Exercise data:
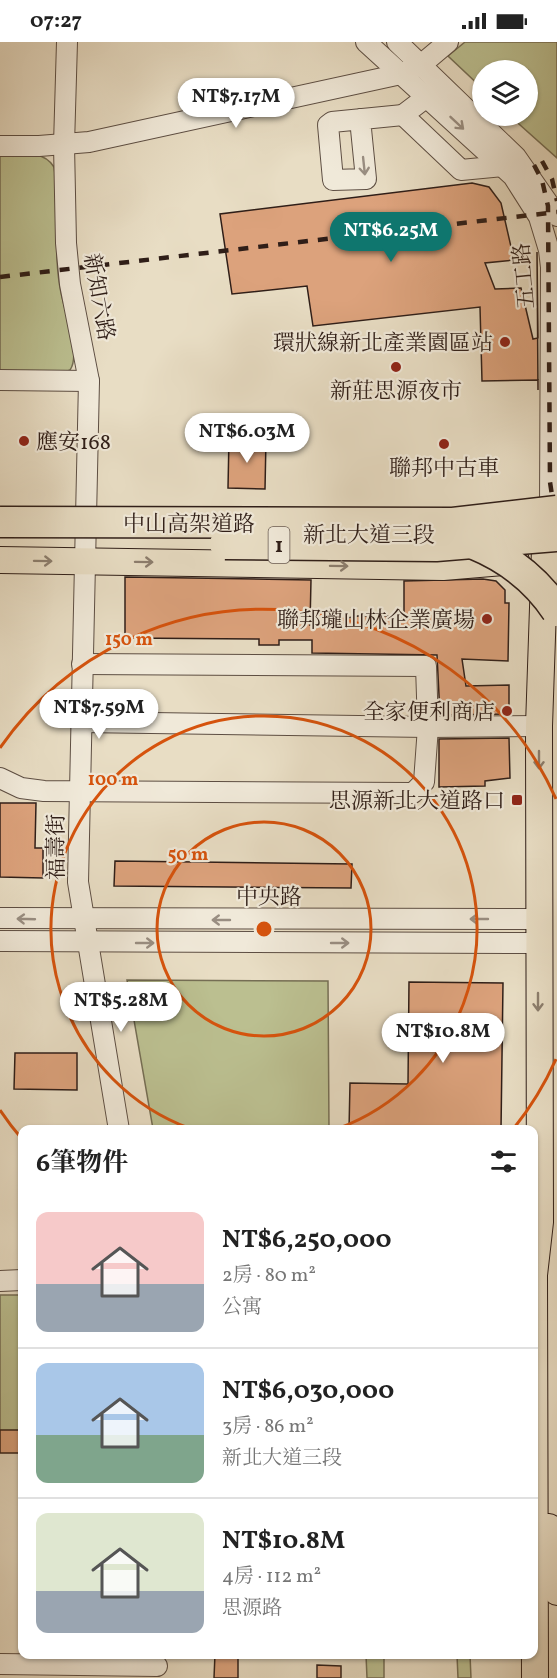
<!DOCTYPE html>
<html lang="zh-TW">
<meta charset="utf-8">
<style>
:root{--surface:#fff;--page:#f2f2f2;--text:#222;--muted:#767676;--line:#e0e0e0;--accent:#0f766e}
body{margin:0;font-family:Vollkorn,"Noto Serif TC",serif;background:var(--page);color:var(--text);height:100vh;display:flex;flex-direction:column;font-size:22px;white-space:nowrap}
*{box-sizing:border-box;margin:0}
p{font-size:20px;color:var(--muted)}
.icon{flex:none;width:33px;height:33px;fill:none;stroke:currentColor;stroke-width:2;stroke-linecap:round;stroke-linejoin:round}
.map{position:relative;flex:1;overflow:hidden}
.side{position:absolute;left:18px;top:1083px;width:520px;height:534px;display:flex;flex-direction:column;background:var(--surface);border-radius:12px;box-shadow:0 2px 4px #0004}
.side>*{flex:none}
.controls{position:absolute;left:472px;top:18px;display:grid;gap:12px}
.controls a{display:grid;place-items:center;width:66px;height:66px;border-radius:50%;background:var(--surface);box-shadow:0 2px 4px #0004;font-size:30px}
.price{position:absolute;translate:-50% -51px;padding:0 14px;border-radius:21px;background:#fff;color:#222;font-size:20px;line-height:39px;filter:drop-shadow(0 2px 3px #0008)}
.price::after{content:'';position:absolute;left:50%;top:36px;width:18px;height:14px;margin-left:-9px;background:inherit;clip-path:polygon(0 0,100% 0,50% 100%)}
.price.on{background:var(--accent);color:#fff}
ul{padding:0;list-style:none}
li{display:flex;align-items:center;gap:18px;height:150px;padding:0 18px}
li+li{border-top:2px solid var(--line)}
li span{display:grid;place-items:center;flex:none;width:168px;height:120px;border-radius:12px;color:#555}
li>.icon{margin-inline-start:auto}
span .icon{width:72px;height:72px;fill:#fffc;stroke-width:1}
li b{font-size:26px}
h2{display:flex;justify-content:space-between;align-items:center;height:72px;padding:0 18px;font-size:26px}
.status{display:flex;justify-content:space-between;align-items:center;height:42px;padding:0 30px;background:var(--surface);direction:ltr}
.status svg{height:16px;fill:currentColor}
.map>svg:first-child{display:block}
.green{fill:#bbbf90;stroke:#756e54;stroke-width:1.5}
.building{fill:#dca27c;stroke:#2f1e18;stroke-width:1.5}
.lines{fill:none;stroke-linecap:round;stroke-linejoin:round}
.minor-casing{stroke:#5d4e43;stroke-width:22}
.major-casing{stroke:#2f1e18;stroke-width:28}
.minor{stroke:#f0e9d9;stroke-width:20}
.major{stroke:#e8ddc4;stroke-width:26}
.rail{stroke:#2f1e18;stroke-width:4.5;stroke-dasharray:10 10;stroke-linecap:butt}
.highway-bridge-casing{stroke:#2f1e18;stroke-width:33;stroke-linecap:butt}
.highway-bridge{stroke:#e8ddc4;stroke-width:30}
.oneway{stroke:#998e82}
.oneway2{stroke:#8c7e6e}
.ring{fill:none;stroke:#d6530d;stroke-width:3}
.poi-dot{fill:#8f2418;stroke:#f0e9d9;stroke-width:2}
.labels{text-anchor:middle;stroke-width:4.5;stroke-linejoin:round;paint-order:stroke}
.shield{fill:#f0e9d9;stroke:#695b52;stroke-width:1.5}
.shield-label{font-size:21px;font-weight:bold;fill:#2f1e18}
.street-label{font-size:22px;fill:#2f1e18;stroke:#f0e9d9}
.poi-label{font-size:22px;fill:#2f1e18;stroke:#f0e9d9;text-anchor:end}
.centre{fill:#d6530d;stroke:#f0e9d9;stroke-width:3}
.ring-label{font-size:18px;text-anchor:middle;font-weight:bold;fill:#d6530d;stroke:#f0e9d9;stroke-width:4.5;stroke-linejoin:round;paint-order:stroke}
</style>
<div class="status"><b>07:27</b><svg viewBox="0 0 49 12"><path d="M0 12V9h3v3zM5 12V6h3v6zM10 12V3h3v9zM15 12V0h3v12zM26 1h20v11H26zM47 4h2v5h-2z"/></svg></div>
<div class="map">
<svg width="557" height="1636" viewBox="0 0 557 1636">
<rect width="100%" height="100%" fill="#e8ddc4"/>
<filter id="stains"><feTurbulence type="fractalNoise" baseFrequency=".00333" numOctaves="4"/><feColorMatrix values="0 0 0 0 .2 0 0 0 0 .09 0 0 0 0 .02 0 0 0 .5 -.17"/></filter>
<radialGradient id="worn" r=".72"><stop offset=".6" stop-color="#630" stop-opacity="0"/><stop offset="1" stop-color="#630" stop-opacity=".3"/></radialGradient>
<g class="green">
<path d="M465,0H557V116L510,74H528V28H483V47L448,14Z"/>
<path d="M0,112C19,112 43,107 54,125C61,166 52,208 61,251C65,270 81,313 70,328L63,331L0,330Z"/>
<path d="M127,938L328,939L329,1087H153Z"/>
<rect x="0" y="1253" width="22" height="136"/>
<path d="M366,1613H384V1636H367Z"/>
<path d="M457,1613H470L471,1636H458Z"/>
</g>
<g class="building">
<path d="M472,141L489,145L501,161L514,218L485,221L495,247L521,246L533,297L538,296L537,210L538,348V338L482,339L480,265L313,284L307,244L232,252L220,172Z"/>
<path d="M229,396L266,397L265,447L228,446Z"/>
<path d="M125,535L311,538L310,583L358,574H404V539L483,537L496,539L505,548V561H509L508,619L462,617L466,644L509,643V672L440,673L437,613L312,611V598H279V603H259V597L125,596Z"/>
<path d="M509,696L510,736L485,739V744L439,745V697Z"/>
<path d="M0,761H36L35,806H43V836L0,835Z"/>
<path d="M115,819L352,822L351,846L114,844Z"/>
<path d="M409,940L503,941L501,1088H349L350,1041L408,1042Z"/>
<path d="M15,1011H77V1048L14,1047Z"/>
<rect x="0" y="1388" width="22" height="23"/>
<path d="M215,1612H238V1636H214Z"/>
<path d="M317,1623L341,1624V1636H317Z"/>
</g>
<g class="lines">
<g class="minor-casing">
<g id="minor">
<path d="M67,0L64,103L66,201L70,242L89,339L78,840L119,1088"/>
<path d="M366,0L513,134L539,175L549,208L551,225L550,465"/>
<path d="M397,0L516,115L557,174"/>
<path d="M428,54L403,73L461,128L503,124"/>
<path d="M360,77L366,137L333,138L328,83L332,80L403,73"/>
<path d="M0,104H39L89,100L401,32L422,22L448,0"/>
<path d="M0,338L89,339"/>
<path d="M81,680L428,685L539,684"/>
<path d="M0,736L21,746L44,749L413,751L424,740L428,685L426,624L82,622"/>
<path d="M0,876L538,877"/>
<path d="M0,899L537,901"/>
<path d="M0,1239L22,1238"/>
<path d="M0,1622L157,1624"/>
</g>
</g>
<g class="major-casing">
<g id="major">
<path d="M0,518L443,525L516,519"/>
<path d="M549,1485L557,1550"/>
<path d="M535,1636L534,1233L540,1180L539,684L546,477"/>
</g>
</g>
<use href="#minor" class="minor"/>
<use href="#major" class="major"/>
<g class="rail">
<path d="M542,119L552,137L557,159"/>
<path d="M534,123L542,138L548,164L550,440L557,487"/>
<path d="M0,235L557,170"/>
</g>
<g class="highway-bridge-casing">
<g id="highway-bridge">
<path d="M0,480L453,481L557,469"/>
<path d="M225,502L436,504L557,494"/>
<path d="M474,502C508,516 536,537 557,569"/>
</g>
</g>
<use href="#highway-bridge" class="highway-bridge"/>
</g>
<defs><path id="oneway-shaft" d="M-6 0H5M1.5-3L5.5 0L1.5 3" fill="none" stroke-width="1.6" stroke-linecap="round" stroke-linejoin="round" transform="scale(1.5)"/></defs>
<g class="oneway">
<use href="#oneway-shaft" transform="translate(457 81) rotate(43)"/>
<use href="#oneway-shaft" transform="translate(364 124) rotate(84)"/>
<use href="#oneway-shaft" transform="translate(26 877) rotate(-178)"/>
<use href="#oneway-shaft" transform="translate(479 877) rotate(180)"/>
<use href="#oneway-shaft" transform="translate(221 878) rotate(180)"/>
<use href="#oneway-shaft" transform="translate(145 901)"/>
<use href="#oneway-shaft" transform="translate(340 901)"/>
</g>
<g class="oneway2">
<use href="#oneway-shaft" transform="translate(43 519) rotate(1)"/>
<use href="#oneway-shaft" transform="translate(144 520) rotate(1)"/>
<use href="#oneway-shaft" transform="translate(339 524) rotate(1)"/>
<use href="#oneway-shaft" transform="translate(539 718) rotate(90)"/>
<use href="#oneway-shaft" transform="translate(538 960) rotate(90)"/>
</g>
<g class="ring">
<circle cx="264" cy="887" r="107"/>
<path d="M191 1087A213 213 0 1 1 337 1087"/>
<path d="M556 1017A320 320 0 0 1 514 1086M22 1097A320 320 0 0 1 0 1068M0 706A320 320 0 0 1 556 757"/>
</g>
<g class="poi-dot">
<circle cx="505" cy="300" r="6"/>
<circle cx="396" cy="325" r="6"/>
<circle cx="24" cy="399" r="6"/>
<circle cx="444" cy="402" r="6"/>
<circle cx="487" cy="577" r="6"/>
<circle cx="507" cy="669" r="6"/>
<rect x="511" y="752" width="12" height="12" rx="3"/>
</g>
<g class="labels">
<rect class="shield" x="268.5" y="485" width="21" height="36" rx="4.5"/>
<g class="shield-label">
<text x="279" y="510">1</text>
</g>
<g class="street-label">
<text transform="translate(523 234) rotate(-95)" y="8">五工路</text>
<text transform="translate(100 255) rotate(80)" y="8">新知六路</text>
<text x="189" y="489">中山高架道路</text>
<text x="369" y="500">新北大道三段</text>
<text transform="translate(55 805) rotate(-90)" y="8">福壽街</text>
<text x="269" y="862">中央路</text>
</g>
<g class="poi-label">
<text x="493" y="308">環狀線新北產業園區站</text>
<text x="396" y="356" text-anchor="middle">新莊思源夜市</text>
<text x="36" y="407" text-anchor="start">應安168</text>
<text x="444" y="433" text-anchor="middle">聯邦中古車</text>
<text x="475" y="585">聯邦瓏山林企業廣場</text>
<text x="495" y="677">全家便利商店</text>
<text x="505" y="766">思源新北大道路口</text>
</g>
</g>
<circle cx="264" cy="887" r="9" class="centre"/>
<g class="ring-label">
<text x="129" y="603">150 m</text>
<text x="113" y="743">100 m</text>
<text x="188" y="818">50 m</text>
</g>
<rect width="100%" height="100%" filter="url(#stains)"/>
<rect width="100%" height="100%" fill="url(#worn)"/>
</svg>
<div class="controls">
<a><svg class="icon" aria-label="layers" viewBox="0 0 24 24"><path d="M12 4l9 5-9 5-9-5zM3 14l9 5 9-5"/></svg></a>
</div>
<b class="price" style="left:236px;top:87px">NT$7.17M</b>
<b class="price on" style="left:391px;top:221px">NT$6.25M</b>
<b class="price" style="left:247px;top:422px">NT$6.03M</b>
<b class="price" style="left:99px;top:698px">NT$7.59M</b>
<b class="price" style="left:121px;top:991px">NT$5.28M</b>
<b class="price" style="left:443px;top:1022px">NT$10.8M</b>
<section class="side">
<h2>6筆物件<svg class="icon" aria-label="filters" viewBox="0 0 24 24"><path d="M4 7h16M4 17h16"/><circle cx="9" cy="7" r="2"/><circle cx="15" cy="17" r="2"/></svg></h2>
<ul>
<li><span style="background:linear-gradient(#f6c9c9 60%,#9aa5b1 0)"><svg class="icon" aria-label="home" viewBox="0 0 24 24"><path d="M3 11l9-7 9 7M6 9v11h12V9"/></svg></span><div><b>NT$6,250,000</b><p>2房 · 80 m²</p><p>公寓</p></div></li>
<li><span style="background:linear-gradient(#a9c7e8 60%,#7fa58c 0)"><svg class="icon" aria-label="home" viewBox="0 0 24 24"><path d="M3 11l9-7 9 7M6 9v11h12V9"/></svg></span><div><b>NT$6,030,000</b><p>3房 · 86 m²</p><p>新北大道三段</p></div></li>
<li><span style="background:linear-gradient(#dfe7d0 65%,#9aa5b1 0)"><svg class="icon" aria-label="home" viewBox="0 0 24 24"><path d="M3 11l9-7 9 7M6 9v11h12V9"/></svg></span><div><b>NT$10.8M</b><p>4房 · 112 m²</p><p>思源路</p></div></li>
</ul>
</section>
</div>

Instructions to follow:
Only the lines that hold the word "butt" are wanted; each should be pulled from the records.

Result of the task:
.rail{stroke:#2f1e18;stroke-width:4.5;stroke-dasharray:10 10;stroke-linecap:butt}
.highway-bridge-casing{stroke:#2f1e18;stroke-width:33;stroke-linecap:butt}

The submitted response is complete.